Solo de clavier

MPQuoi?

Mine de rien, on soulignera le vingtième anniversaire du format MP3 dans quelques mois. Travail de longue haleine amorcé par l’ingénieur allemand Karlheinz Brandenburg en 1993, le MP3 aura, au fil des années, compressé un nombre incalculable de chansons tout en engendrant une myriade de nouveaux paramètres pour l’art, le droit d’auteur, voire nos relations sociales.

Tympans amicaux

Bien sûr, il y a la radio et la cassette, mais le MP3 – et tout ce qui en découle – aura permis la diffusion de culture à la vitesse grand V. Diffusion de culture, oui, et pas seulement de musique, car comme l’a démontré la popularité croissante de services tels que Last.fm, qui permet à des mélomanes de se trouver des correspondants selon leurs goûts musicaux, la musique est un art, bien sûr, mais aussi une arme culturelle de choix pour «casser la glace» entre inconnus, faire tomber les barrières (le nombre d’amitiés lancées par des goûts musicaux communs en témoigne) et faire voler en éclats les préjugés (la musique heavy métal est réservée aux «vrais de vrais» mâles hétéros? Que nenni! Plusieurs fans du genre l’ont compris en 1998 avec la «sortie du placard» de Rob Halford, chanteur de Judas Priest et bête de scène cloutée toujours active dans le milieu). C’est là, à mon humble avis, que le MP3 s’est le plus distingué, dans la démocratisation de la culture.

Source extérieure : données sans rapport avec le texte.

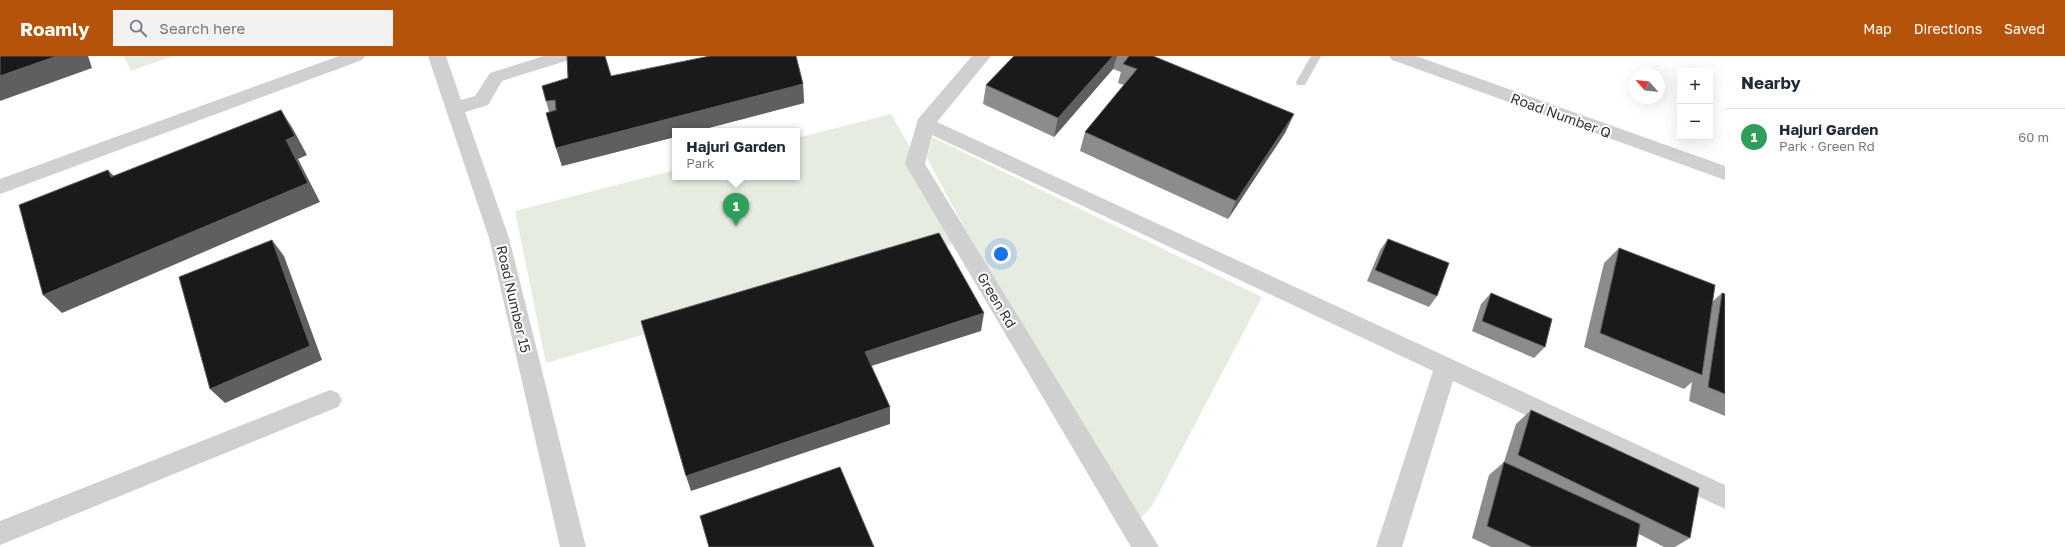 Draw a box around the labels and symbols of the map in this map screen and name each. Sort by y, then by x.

Mais bon, alors que je m’amuse à comparer l’aspect collectif du MP3 à une pub de ligne téléphonique de party, le chercheur et militant culturel Jean-Robert Bisaillon, lui, va jusqu’à lier le fameux format à la révolution de l’imprimé.

Vie et mort du MP3

Bien que Bisaillon croie que le format en est à ses derniers soubresauts (on y reviendra), il rappelle que plusieurs artistes et de hautes instances ne l’ont toujours pas maîtrisé. «Ils le subissent, tranche-t-il. Ils tentent de s’adapter, mais n’arrivent pas à l’embrasser de façon positive.» Bien qu’à la base, il ne s’agisse que d’un format de compression, celui-ci aura popularisé du même coup ce que Bisaillon surnomme les «réseaux de transmission bidirectionnelle numériques». Bien qu’ils soient souvent associés aux Napster et autres patentes de pirates du genre, Jean-Robert Bisaillon rappelle que ceux-ci permettent néanmoins un transfert de savoir «comparable à l’imprimerie de Gutenberg».

Mais, toujours selon le penseur, les beaux jours du MP3 pourraient être comptés alors que le zeitgeist se dirige tout droit vers les nuages (la popularité de services permettant l’entreposage de données sur un serveur – ou cloud computing – en témoigne).

Bien évidemment, les fichiers musicaux n’y échappent pas. Le succès de Rdio – une gigantesque discothèque accessible en ligne sur les ordinateurs, mais aussi les téléphones intelligents – fait craindre le pire pour le MP3 qui pourrait bien rejoindre la cassette d’ici peu dans le désert du format toujours actif, mais vétuste. «Il y a de nouvelles mutations dans la diffusion de la musique qui posent autant de défis que le MP3, comme le streaming et les radios à la demande», conclut Bisaillon, laissant entendre qu’une fois de plus, l’industrie culturelle locale et internationale devra pédaler pour rattraper cette nouvelle mouvance.

Jour de paie

Hop! Deux suggestions d’achats culturels cette semaine…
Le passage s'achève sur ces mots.